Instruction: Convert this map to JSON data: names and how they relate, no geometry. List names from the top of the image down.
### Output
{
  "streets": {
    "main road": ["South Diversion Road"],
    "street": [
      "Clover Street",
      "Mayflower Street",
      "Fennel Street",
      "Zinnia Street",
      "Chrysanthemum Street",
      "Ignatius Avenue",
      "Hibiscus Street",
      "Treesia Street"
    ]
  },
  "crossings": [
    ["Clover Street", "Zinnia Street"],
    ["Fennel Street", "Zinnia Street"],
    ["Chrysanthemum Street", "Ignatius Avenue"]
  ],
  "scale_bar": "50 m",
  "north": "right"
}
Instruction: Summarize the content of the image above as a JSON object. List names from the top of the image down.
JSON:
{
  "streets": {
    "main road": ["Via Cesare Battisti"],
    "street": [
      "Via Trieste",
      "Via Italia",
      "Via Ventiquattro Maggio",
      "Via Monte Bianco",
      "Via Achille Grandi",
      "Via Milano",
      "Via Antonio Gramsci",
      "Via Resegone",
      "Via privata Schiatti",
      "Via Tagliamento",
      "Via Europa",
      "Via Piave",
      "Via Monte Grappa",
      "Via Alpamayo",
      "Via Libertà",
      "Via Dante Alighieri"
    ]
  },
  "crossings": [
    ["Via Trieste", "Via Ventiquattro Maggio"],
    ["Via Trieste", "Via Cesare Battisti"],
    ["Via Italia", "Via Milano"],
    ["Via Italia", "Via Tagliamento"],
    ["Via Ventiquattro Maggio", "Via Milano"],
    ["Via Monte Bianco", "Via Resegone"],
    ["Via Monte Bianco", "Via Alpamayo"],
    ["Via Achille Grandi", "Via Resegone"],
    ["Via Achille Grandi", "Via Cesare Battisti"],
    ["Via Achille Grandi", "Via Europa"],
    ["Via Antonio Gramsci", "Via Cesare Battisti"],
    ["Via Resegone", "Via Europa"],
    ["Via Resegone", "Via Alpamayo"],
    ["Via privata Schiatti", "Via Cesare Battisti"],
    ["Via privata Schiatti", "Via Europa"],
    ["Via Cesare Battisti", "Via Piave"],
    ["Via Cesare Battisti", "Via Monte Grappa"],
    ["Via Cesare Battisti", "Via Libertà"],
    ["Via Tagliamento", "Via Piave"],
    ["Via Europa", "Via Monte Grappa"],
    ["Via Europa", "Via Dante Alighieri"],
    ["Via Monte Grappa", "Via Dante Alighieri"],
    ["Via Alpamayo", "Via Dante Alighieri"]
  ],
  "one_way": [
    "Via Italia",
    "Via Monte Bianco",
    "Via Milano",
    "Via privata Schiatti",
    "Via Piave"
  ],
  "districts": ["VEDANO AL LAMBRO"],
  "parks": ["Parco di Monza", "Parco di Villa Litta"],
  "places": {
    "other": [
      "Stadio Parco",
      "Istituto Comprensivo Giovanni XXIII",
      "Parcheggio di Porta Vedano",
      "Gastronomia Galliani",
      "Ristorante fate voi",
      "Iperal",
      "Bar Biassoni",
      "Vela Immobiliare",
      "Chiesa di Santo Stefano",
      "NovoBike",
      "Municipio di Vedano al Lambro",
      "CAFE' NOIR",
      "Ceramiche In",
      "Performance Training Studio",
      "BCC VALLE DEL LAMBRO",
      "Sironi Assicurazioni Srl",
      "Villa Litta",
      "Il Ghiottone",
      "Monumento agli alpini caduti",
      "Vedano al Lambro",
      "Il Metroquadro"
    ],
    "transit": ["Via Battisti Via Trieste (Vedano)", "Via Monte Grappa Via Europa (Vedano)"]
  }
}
::::::::
Prompt: The complete listing must be printed again exactly as given.

Reply:
Instruction: Convert this map to JSON data: names and how they relate, no geometry. List names from the top of the image down.
### Output
{
  "streets": {
    "main road": ["South Diversion Road"],
    "street": [
      "Clover Street",
      "Mayflower Street",
      "Fennel Street",
      "Zinnia Street",
      "Chrysanthemum Street",
      "Ignatius Avenue",
      "Hibiscus Street",
      "Treesia Street"
    ]
  },
  "crossings": [
    ["Clover Street", "Zinnia Street"],
    ["Fennel Street", "Zinnia Street"],
    ["Chrysanthemum Street", "Ignatius Avenue"]
  ],
  "scale_bar": "50 m",
  "north": "right"
}
Instruction: Summarize the content of the image above as a JSON object. List names from the top of the image down.
JSON:
{
  "streets": {
    "main road": ["Via Cesare Battisti"],
    "street": [
      "Via Trieste",
      "Via Italia",
      "Via Ventiquattro Maggio",
      "Via Monte Bianco",
      "Via Achille Grandi",
      "Via Milano",
      "Via Antonio Gramsci",
      "Via Resegone",
      "Via privata Schiatti",
      "Via Tagliamento",
      "Via Europa",
      "Via Piave",
      "Via Monte Grappa",
      "Via Alpamayo",
      "Via Libertà",
      "Via Dante Alighieri"
    ]
  },
  "crossings": [
    ["Via Trieste", "Via Ventiquattro Maggio"],
    ["Via Trieste", "Via Cesare Battisti"],
    ["Via Italia", "Via Milano"],
    ["Via Italia", "Via Tagliamento"],
    ["Via Ventiquattro Maggio", "Via Milano"],
    ["Via Monte Bianco", "Via Resegone"],
    ["Via Monte Bianco", "Via Alpamayo"],
    ["Via Achille Grandi", "Via Resegone"],
    ["Via Achille Grandi", "Via Cesare Battisti"],
    ["Via Achille Grandi", "Via Europa"],
    ["Via Antonio Gramsci", "Via Cesare Battisti"],
    ["Via Resegone", "Via Europa"],
    ["Via Resegone", "Via Alpamayo"],
    ["Via privata Schiatti", "Via Cesare Battisti"],
    ["Via privata Schiatti", "Via Europa"],
    ["Via Cesare Battisti", "Via Piave"],
    ["Via Cesare Battisti", "Via Monte Grappa"],
    ["Via Cesare Battisti", "Via Libertà"],
    ["Via Tagliamento", "Via Piave"],
    ["Via Europa", "Via Monte Grappa"],
    ["Via Europa", "Via Dante Alighieri"],
    ["Via Monte Grappa", "Via Dante Alighieri"],
    ["Via Alpamayo", "Via Dante Alighieri"]
  ],
  "one_way": [
    "Via Italia",
    "Via Monte Bianco",
    "Via Milano",
    "Via privata Schiatti",
    "Via Piave"
  ],
  "districts": ["VEDANO AL LAMBRO"],
  "parks": ["Parco di Monza", "Parco di Villa Litta"],
  "places": {
    "other": [
      "Stadio Parco",
      "Istituto Comprensivo Giovanni XXIII",
      "Parcheggio di Porta Vedano",
      "Gastronomia Galliani",
      "Ristorante fate voi",
      "Iperal",
      "Bar Biassoni",
      "Vela Immobiliare",
      "Chiesa di Santo Stefano",
      "NovoBike",
      "Municipio di Vedano al Lambro",
      "CAFE' NOIR",
      "Ceramiche In",
      "Performance Training Studio",
      "BCC VALLE DEL LAMBRO",
      "Sironi Assicurazioni Srl",
      "Villa Litta",
      "Il Ghiottone",
      "Monumento agli alpini caduti",
      "Vedano al Lambro",
      "Il Metroquadro"
    ],
    "transit": ["Via Battisti Via Trieste (Vedano)", "Via Monte Grappa Via Europa (Vedano)"]
  }
}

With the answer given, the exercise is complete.